Yönetmelik Değişti: Site ve Apartman Yöneticileri İçin Son Tarih 31 Aralık 2025

Hong Kong’daki felaketin ardından gündeme gelen bu uyarılar, Türkiye’deki yasal zeminle de örtüşüyor. 1 Temmuz 2025’te yürürlüğe giren Binaların Yangından Korunması Hakkında Yönetmelik değişikliği, mevcut tüm binalar için yeni zorunluluklar getirdi.

Söz konusu değişikliğe göre, 31 Aralık 2025 sonuna kadar aşağıdaki yükümlülüklerin yerine getirilmesi gerekiyor. Bu tarihten sonra yetkili idareler (belediyeler, itfaiye) denetim yapabilecek ve eksiklikler için idari yaptırım uygulanabilecek.

Kapsam: Hangi Binalar Etkileniyor?

· Yapı yüksekliği 30,5 metreyi geçen konut binaları (apartman, rezidans).
· İçinde 200’den fazla kişinin yaşadığı toplu konut alanları ve siteler.
· 50 kişiden fazla insan bulunan konut dışı yapılar (okul, hastane, otel, AVM vb.).

Getirilen Yeni Zorunluluklar:

· Yangın söndürme ve müdahale ekipmanlarının (TSE standartlarına uygun yangın tüpleri, hortumlar, ilk yardım çantaları vb.) temin edilmesi.
· Acil durum organizasyon ekiplerinin oluşturulması.
· Düzenli tatbikat ve eğitimlerin yapılması.

Yasa da tatbikatların önemine dikkat çekerek, “İçinde 200 kişiden fazla ikamet olan binalarda yılda en az bir kez tatbikat yapılması şart. Bu tatbikatlardan bina yöneticileri ve bina sahipleri sorumludur” ifadelerini kullandı.
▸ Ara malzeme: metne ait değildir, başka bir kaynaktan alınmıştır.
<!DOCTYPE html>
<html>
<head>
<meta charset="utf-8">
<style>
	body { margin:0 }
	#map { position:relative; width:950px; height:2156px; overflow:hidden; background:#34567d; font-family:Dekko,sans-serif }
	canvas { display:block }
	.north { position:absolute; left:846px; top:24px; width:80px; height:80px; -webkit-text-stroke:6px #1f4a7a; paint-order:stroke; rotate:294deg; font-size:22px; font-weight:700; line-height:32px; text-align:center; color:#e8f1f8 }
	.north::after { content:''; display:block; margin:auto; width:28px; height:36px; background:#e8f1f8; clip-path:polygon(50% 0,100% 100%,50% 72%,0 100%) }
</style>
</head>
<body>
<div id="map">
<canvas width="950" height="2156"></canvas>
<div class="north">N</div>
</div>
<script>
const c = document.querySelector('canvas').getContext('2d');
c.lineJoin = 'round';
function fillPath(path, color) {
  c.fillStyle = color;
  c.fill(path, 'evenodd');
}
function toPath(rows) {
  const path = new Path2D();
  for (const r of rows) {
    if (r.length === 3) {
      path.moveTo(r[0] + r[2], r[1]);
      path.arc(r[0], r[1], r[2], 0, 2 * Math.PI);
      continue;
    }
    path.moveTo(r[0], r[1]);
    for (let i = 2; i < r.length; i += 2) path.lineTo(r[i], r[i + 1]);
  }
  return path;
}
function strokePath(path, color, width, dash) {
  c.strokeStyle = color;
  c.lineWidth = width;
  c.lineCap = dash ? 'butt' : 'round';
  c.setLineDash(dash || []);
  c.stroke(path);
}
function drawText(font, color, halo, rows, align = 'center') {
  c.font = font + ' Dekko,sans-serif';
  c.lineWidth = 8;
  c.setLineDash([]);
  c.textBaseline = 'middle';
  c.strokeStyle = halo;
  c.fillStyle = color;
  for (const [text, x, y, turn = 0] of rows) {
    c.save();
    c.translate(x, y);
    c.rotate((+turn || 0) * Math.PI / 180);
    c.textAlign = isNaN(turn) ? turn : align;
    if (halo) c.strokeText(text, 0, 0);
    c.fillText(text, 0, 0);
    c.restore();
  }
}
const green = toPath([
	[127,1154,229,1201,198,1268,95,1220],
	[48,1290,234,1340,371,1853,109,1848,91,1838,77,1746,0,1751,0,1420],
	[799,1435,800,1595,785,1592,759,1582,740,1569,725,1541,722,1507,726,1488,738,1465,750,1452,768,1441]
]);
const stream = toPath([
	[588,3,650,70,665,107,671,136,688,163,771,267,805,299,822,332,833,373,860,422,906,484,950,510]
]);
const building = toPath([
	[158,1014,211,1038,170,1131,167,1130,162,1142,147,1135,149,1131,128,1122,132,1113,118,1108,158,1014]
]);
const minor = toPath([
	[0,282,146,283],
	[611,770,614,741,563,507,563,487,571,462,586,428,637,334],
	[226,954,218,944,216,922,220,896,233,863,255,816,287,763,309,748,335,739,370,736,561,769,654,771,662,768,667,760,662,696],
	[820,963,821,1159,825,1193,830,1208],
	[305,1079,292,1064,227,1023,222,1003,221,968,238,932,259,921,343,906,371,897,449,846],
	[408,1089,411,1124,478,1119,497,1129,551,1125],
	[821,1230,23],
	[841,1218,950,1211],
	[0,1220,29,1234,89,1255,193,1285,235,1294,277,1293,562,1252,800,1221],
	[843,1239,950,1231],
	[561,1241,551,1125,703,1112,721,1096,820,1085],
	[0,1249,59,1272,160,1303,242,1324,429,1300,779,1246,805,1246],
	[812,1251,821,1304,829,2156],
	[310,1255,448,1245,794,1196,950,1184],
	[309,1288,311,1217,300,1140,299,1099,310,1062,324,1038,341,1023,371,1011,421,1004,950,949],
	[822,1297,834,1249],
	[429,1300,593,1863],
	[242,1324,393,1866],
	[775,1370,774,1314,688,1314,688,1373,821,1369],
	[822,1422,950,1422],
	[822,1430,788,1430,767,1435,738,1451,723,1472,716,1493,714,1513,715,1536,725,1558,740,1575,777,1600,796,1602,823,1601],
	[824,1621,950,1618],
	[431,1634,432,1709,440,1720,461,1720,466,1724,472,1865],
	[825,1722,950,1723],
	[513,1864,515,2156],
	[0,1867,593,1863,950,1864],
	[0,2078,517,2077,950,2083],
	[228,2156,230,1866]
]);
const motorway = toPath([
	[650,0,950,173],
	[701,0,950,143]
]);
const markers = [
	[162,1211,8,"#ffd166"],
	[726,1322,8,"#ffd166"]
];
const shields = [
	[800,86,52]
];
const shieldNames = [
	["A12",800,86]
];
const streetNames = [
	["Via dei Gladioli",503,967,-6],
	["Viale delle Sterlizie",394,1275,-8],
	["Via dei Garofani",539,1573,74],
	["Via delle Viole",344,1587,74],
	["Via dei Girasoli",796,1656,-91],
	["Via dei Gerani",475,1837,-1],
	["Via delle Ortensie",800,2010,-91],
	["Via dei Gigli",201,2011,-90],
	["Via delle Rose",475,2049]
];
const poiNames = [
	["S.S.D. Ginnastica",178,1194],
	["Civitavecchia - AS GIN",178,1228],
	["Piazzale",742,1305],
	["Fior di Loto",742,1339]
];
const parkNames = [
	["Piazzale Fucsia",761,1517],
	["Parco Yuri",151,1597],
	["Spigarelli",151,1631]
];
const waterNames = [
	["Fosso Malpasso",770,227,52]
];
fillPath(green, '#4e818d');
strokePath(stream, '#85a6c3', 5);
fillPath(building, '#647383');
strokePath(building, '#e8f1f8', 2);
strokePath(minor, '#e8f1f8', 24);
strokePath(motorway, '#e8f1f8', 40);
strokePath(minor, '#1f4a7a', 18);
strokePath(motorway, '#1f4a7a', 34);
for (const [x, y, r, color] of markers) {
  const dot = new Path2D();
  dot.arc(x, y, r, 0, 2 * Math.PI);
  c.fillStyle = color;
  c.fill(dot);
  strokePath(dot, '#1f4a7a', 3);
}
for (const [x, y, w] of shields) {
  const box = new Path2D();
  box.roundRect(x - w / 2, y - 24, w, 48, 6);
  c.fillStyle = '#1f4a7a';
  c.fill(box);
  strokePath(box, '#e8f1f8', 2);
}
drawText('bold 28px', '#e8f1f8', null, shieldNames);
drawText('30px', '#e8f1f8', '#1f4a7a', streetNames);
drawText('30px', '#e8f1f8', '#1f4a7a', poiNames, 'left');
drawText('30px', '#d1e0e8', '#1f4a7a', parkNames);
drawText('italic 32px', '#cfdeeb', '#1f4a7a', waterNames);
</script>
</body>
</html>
Bina Sakinleri Ne Yapmalı?

Uzmanlar ve yönetmelik, sorumluluğun büyük kısmını bina yönetimlerine ve malik temsilcilerine yüklüyor. Bina sakinlerinin ise talepkar ve takipçi olması hayati önem taşıyor. Kaçış yollarının açık tutulması konusunda bireysel olarak hassasiyet göstermek, yönetimi yangın güvenlik önlemleri, ekipman kontrolleri ve tatbikatlar konusunda sorgulamak alınabilecek temel önlemler arasında.